*** Opening TASK INPUT ***
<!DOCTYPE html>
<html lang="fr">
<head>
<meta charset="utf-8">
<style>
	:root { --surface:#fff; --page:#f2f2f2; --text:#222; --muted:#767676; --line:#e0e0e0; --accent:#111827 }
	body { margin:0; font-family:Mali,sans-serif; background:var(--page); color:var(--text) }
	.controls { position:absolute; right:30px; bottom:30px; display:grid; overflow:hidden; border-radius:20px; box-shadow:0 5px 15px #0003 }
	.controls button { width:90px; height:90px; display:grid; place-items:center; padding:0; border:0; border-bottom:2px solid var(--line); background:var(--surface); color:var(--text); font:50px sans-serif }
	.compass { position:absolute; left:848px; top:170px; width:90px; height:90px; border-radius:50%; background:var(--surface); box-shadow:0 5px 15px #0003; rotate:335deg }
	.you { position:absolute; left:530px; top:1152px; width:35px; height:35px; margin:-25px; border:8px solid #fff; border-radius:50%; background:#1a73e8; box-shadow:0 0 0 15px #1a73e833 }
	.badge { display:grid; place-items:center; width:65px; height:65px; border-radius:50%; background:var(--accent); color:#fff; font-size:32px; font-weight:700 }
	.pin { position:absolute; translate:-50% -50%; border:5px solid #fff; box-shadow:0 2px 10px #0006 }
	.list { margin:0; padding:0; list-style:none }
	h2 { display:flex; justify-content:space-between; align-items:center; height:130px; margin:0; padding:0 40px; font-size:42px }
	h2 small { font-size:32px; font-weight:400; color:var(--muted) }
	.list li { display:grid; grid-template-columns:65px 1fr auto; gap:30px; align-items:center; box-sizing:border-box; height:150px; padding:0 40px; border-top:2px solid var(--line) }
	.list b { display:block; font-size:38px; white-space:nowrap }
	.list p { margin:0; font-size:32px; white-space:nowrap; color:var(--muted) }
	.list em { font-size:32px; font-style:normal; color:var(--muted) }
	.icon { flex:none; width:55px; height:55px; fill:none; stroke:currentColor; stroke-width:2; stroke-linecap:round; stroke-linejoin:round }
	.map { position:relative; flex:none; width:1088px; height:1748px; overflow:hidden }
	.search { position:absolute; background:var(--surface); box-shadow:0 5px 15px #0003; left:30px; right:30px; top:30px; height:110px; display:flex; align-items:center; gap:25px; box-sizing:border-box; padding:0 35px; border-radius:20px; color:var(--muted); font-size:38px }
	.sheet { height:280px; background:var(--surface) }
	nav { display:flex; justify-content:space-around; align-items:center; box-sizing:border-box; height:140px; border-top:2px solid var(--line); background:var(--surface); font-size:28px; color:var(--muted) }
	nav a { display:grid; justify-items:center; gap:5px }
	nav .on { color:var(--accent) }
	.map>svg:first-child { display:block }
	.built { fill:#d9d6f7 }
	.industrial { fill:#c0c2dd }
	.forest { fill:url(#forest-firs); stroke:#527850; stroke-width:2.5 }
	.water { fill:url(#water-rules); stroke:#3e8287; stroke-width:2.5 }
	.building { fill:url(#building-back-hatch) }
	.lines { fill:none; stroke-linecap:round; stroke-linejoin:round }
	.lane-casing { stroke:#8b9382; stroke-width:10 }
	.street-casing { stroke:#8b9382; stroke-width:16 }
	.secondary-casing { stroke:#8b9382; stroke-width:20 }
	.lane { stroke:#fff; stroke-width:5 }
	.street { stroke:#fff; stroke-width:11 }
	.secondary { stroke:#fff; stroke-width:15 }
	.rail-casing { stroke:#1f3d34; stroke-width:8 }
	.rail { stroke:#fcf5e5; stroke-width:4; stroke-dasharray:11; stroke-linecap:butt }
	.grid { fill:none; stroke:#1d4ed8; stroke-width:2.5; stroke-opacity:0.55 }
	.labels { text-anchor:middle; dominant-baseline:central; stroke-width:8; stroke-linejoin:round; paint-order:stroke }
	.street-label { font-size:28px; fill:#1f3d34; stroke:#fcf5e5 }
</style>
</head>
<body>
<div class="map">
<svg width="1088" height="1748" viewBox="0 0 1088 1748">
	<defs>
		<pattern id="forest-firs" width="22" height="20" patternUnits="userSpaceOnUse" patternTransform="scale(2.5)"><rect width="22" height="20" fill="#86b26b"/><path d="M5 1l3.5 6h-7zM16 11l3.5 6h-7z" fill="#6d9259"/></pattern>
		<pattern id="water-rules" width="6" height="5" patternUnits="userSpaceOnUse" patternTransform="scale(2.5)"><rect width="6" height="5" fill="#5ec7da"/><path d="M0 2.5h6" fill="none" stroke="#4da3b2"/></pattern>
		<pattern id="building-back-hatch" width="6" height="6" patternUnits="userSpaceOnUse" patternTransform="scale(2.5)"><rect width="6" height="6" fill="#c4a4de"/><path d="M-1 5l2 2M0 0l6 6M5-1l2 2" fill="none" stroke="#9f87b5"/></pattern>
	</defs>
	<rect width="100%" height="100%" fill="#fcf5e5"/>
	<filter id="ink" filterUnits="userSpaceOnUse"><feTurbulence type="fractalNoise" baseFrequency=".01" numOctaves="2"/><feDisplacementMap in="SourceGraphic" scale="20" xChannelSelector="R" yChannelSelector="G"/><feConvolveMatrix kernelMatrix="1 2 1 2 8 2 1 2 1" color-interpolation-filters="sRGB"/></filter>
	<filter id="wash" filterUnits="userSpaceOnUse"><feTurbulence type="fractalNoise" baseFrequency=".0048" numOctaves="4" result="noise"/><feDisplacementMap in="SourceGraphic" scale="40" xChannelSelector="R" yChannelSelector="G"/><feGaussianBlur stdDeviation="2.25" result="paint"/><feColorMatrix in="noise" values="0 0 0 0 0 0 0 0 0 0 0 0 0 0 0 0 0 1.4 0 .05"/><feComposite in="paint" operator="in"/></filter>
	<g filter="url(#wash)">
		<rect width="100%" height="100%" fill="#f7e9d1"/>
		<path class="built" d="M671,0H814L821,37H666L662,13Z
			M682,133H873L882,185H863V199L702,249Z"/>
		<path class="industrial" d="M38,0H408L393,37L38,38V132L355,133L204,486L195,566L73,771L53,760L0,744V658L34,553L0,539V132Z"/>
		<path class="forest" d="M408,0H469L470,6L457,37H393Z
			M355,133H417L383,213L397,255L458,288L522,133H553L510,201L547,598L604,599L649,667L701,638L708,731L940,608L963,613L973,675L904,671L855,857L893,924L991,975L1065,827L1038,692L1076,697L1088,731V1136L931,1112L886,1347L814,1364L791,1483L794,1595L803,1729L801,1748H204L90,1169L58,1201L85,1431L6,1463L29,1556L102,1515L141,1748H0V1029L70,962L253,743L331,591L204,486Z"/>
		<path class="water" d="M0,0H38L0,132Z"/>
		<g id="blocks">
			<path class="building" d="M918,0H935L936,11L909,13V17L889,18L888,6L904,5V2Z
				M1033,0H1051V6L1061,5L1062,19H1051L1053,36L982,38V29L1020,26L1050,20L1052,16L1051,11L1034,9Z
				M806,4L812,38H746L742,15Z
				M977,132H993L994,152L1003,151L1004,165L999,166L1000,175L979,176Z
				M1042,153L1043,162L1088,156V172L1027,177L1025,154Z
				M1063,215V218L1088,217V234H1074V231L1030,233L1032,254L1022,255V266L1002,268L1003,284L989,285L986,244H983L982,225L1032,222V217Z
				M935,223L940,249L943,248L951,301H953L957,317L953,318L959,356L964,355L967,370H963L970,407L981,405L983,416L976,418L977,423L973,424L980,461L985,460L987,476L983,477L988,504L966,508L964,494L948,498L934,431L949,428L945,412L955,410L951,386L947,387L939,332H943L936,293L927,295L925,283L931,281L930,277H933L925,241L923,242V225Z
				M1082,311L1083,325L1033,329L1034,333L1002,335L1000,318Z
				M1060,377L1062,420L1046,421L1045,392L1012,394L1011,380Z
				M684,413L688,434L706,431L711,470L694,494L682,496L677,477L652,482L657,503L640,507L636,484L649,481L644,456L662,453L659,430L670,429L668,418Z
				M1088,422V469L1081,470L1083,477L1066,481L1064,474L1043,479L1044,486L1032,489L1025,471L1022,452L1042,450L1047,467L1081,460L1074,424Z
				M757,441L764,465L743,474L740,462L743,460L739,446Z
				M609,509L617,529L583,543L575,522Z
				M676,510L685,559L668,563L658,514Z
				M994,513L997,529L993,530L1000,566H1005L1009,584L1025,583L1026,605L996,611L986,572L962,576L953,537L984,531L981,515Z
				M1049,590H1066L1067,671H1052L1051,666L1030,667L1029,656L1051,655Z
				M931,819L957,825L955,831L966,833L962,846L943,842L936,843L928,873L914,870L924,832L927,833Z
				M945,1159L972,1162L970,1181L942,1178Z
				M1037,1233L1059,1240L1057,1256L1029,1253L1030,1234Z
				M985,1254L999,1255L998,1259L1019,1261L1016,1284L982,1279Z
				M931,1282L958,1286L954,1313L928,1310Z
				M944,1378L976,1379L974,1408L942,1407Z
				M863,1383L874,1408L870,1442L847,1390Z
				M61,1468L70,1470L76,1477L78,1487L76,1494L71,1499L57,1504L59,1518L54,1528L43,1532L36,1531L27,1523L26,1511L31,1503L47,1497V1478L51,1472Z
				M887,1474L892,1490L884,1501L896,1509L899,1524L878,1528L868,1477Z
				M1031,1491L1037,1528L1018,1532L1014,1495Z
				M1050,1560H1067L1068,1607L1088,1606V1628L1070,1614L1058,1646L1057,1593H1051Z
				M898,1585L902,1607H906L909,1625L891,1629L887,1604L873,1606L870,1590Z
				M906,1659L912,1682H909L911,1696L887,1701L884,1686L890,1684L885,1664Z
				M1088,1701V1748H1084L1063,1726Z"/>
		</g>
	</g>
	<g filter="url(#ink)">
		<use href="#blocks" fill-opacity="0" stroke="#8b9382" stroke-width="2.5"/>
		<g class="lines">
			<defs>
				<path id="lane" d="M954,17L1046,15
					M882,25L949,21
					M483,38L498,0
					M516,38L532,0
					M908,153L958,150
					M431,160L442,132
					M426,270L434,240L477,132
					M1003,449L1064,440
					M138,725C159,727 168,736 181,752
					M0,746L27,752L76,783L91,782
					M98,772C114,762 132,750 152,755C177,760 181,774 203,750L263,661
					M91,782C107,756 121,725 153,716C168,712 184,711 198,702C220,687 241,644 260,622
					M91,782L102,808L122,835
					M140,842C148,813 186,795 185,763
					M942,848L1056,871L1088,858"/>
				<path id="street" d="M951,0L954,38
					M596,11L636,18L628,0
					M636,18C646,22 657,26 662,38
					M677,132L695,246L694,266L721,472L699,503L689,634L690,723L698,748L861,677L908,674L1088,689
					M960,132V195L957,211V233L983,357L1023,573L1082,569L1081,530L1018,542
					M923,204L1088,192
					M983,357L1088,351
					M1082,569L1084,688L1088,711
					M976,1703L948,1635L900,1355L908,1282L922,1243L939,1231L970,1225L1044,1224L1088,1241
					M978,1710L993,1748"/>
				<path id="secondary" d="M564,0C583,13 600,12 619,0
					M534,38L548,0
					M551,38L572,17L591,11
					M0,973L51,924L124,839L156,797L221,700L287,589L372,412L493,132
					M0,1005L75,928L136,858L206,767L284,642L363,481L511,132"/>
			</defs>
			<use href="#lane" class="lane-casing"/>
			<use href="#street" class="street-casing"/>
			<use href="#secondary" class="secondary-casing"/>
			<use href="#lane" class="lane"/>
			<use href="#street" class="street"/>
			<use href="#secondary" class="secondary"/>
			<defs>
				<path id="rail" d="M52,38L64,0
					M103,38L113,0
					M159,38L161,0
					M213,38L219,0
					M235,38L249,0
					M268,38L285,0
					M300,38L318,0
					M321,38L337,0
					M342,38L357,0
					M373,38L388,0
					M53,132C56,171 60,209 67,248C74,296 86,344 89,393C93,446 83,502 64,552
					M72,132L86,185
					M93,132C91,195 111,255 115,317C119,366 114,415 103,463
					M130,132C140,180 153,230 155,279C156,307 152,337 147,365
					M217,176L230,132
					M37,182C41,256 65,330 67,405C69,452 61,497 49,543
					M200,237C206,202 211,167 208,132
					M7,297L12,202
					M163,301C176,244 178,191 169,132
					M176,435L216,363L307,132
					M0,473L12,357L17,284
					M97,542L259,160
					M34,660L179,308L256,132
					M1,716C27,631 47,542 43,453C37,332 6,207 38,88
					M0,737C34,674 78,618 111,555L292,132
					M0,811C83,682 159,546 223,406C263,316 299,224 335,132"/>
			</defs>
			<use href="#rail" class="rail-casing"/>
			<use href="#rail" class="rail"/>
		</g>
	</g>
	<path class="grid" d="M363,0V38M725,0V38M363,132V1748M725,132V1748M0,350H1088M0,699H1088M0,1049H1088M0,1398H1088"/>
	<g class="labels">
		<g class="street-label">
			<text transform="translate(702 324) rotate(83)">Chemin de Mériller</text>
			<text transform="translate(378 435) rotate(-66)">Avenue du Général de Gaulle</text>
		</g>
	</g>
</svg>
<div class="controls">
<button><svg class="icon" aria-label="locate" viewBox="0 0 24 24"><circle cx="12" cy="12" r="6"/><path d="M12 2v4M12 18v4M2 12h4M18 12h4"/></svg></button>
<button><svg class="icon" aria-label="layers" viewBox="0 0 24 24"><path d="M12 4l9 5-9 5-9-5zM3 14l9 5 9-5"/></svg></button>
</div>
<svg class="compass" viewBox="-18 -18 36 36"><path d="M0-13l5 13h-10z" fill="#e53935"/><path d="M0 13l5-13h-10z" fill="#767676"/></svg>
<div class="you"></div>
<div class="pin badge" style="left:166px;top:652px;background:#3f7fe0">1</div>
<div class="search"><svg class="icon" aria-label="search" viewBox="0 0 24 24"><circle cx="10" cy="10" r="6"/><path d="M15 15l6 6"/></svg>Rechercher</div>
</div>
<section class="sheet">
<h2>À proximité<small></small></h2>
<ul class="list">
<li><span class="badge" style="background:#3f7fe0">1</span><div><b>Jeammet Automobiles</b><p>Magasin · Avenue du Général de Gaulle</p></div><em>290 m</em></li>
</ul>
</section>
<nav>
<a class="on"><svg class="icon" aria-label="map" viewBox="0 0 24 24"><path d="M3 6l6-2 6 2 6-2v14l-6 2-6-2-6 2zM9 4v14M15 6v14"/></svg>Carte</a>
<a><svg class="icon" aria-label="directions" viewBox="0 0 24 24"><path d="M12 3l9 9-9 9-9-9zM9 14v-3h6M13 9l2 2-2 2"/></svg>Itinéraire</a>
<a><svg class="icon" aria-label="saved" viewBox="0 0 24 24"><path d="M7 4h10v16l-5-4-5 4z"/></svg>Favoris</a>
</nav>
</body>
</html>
*** Closing TASK INPUT ***
- REQUIRED ACTION
Return each line above where the word "bottom" shows up.

- THE ANSWER
	.controls { position:absolute; right:30px; bottom:30px; display:grid; overflow:hidden; border-radius:20px; box-shadow:0 5px 15px #0003 }
	.controls button { width:90px; height:90px; display:grid; place-items:center; padding:0; border:0; border-bottom:2px solid var(--line); background:var(--surface); color:var(--text); font:50px sans-serif }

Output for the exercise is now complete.